To do: This task calls for printing every entry exactly.

Material provided:
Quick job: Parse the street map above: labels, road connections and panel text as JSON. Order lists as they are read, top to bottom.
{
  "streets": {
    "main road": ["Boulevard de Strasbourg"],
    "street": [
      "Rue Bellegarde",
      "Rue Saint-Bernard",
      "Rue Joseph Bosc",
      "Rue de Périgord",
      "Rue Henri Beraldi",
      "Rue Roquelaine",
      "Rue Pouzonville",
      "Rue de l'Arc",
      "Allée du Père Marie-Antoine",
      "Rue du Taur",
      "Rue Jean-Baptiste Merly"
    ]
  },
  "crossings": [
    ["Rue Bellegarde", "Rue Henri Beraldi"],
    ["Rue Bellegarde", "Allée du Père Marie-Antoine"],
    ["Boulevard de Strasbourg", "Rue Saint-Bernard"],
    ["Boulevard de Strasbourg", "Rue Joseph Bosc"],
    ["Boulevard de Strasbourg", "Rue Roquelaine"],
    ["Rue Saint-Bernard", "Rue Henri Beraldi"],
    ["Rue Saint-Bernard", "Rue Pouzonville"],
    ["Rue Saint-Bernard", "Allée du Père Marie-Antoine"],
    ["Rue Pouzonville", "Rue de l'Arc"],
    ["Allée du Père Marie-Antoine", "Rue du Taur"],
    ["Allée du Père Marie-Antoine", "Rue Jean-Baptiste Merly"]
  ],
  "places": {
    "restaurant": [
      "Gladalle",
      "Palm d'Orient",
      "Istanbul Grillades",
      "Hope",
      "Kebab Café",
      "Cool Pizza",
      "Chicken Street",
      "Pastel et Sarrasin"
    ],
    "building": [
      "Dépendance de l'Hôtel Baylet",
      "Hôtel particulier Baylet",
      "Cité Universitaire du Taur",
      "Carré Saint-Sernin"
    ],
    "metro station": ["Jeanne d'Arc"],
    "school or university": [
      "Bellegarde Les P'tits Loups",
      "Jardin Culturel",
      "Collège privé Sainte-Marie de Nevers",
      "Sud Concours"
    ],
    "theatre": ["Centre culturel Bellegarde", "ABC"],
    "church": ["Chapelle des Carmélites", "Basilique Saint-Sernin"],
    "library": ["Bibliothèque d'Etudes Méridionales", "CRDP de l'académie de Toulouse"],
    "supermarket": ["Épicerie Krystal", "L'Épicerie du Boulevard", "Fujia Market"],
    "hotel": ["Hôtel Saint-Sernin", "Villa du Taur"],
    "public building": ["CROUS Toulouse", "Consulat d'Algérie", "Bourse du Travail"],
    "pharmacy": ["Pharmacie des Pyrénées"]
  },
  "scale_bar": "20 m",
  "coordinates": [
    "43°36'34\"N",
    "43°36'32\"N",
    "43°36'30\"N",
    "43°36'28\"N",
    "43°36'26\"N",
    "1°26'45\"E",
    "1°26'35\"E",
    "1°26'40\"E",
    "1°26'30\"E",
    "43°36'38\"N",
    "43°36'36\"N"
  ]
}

Task solution:
Quick job: Parse the street map above: labels, road connections and panel text as JSON. Order lists as they are read, top to bottom.
{
  "streets": {
    "main road": ["Boulevard de Strasbourg"],
    "street": [
      "Rue Bellegarde",
      "Rue Saint-Bernard",
      "Rue Joseph Bosc",
      "Rue de Périgord",
      "Rue Henri Beraldi",
      "Rue Roquelaine",
      "Rue Pouzonville",
      "Rue de l'Arc",
      "Allée du Père Marie-Antoine",
      "Rue du Taur",
      "Rue Jean-Baptiste Merly"
    ]
  },
  "crossings": [
    ["Rue Bellegarde", "Rue Henri Beraldi"],
    ["Rue Bellegarde", "Allée du Père Marie-Antoine"],
    ["Boulevard de Strasbourg", "Rue Saint-Bernard"],
    ["Boulevard de Strasbourg", "Rue Joseph Bosc"],
    ["Boulevard de Strasbourg", "Rue Roquelaine"],
    ["Rue Saint-Bernard", "Rue Henri Beraldi"],
    ["Rue Saint-Bernard", "Rue Pouzonville"],
    ["Rue Saint-Bernard", "Allée du Père Marie-Antoine"],
    ["Rue Pouzonville", "Rue de l'Arc"],
    ["Allée du Père Marie-Antoine", "Rue du Taur"],
    ["Allée du Père Marie-Antoine", "Rue Jean-Baptiste Merly"]
  ],
  "places": {
    "restaurant": [
      "Gladalle",
      "Palm d'Orient",
      "Istanbul Grillades",
      "Hope",
      "Kebab Café",
      "Cool Pizza",
      "Chicken Street",
      "Pastel et Sarrasin"
    ],
    "building": [
      "Dépendance de l'Hôtel Baylet",
      "Hôtel particulier Baylet",
      "Cité Universitaire du Taur",
      "Carré Saint-Sernin"
    ],
    "metro station": ["Jeanne d'Arc"],
    "school or university": [
      "Bellegarde Les P'tits Loups",
      "Jardin Culturel",
      "Collège privé Sainte-Marie de Nevers",
      "Sud Concours"
    ],
    "theatre": ["Centre culturel Bellegarde", "ABC"],
    "church": ["Chapelle des Carmélites", "Basilique Saint-Sernin"],
    "library": ["Bibliothèque d'Etudes Méridionales", "CRDP de l'académie de Toulouse"],
    "supermarket": ["Épicerie Krystal", "L'Épicerie du Boulevard", "Fujia Market"],
    "hotel": ["Hôtel Saint-Sernin", "Villa du Taur"],
    "public building": ["CROUS Toulouse", "Consulat d'Algérie", "Bourse du Travail"],
    "pharmacy": ["Pharmacie des Pyrénées"]
  },
  "scale_bar": "20 m",
  "coordinates": [
    "43°36'34\"N",
    "43°36'32\"N",
    "43°36'30\"N",
    "43°36'28\"N",
    "43°36'26\"N",
    "1°26'45\"E",
    "1°26'35\"E",
    "1°26'40\"E",
    "1°26'30\"E",
    "43°36'38\"N",
    "43°36'36\"N"
  ]
}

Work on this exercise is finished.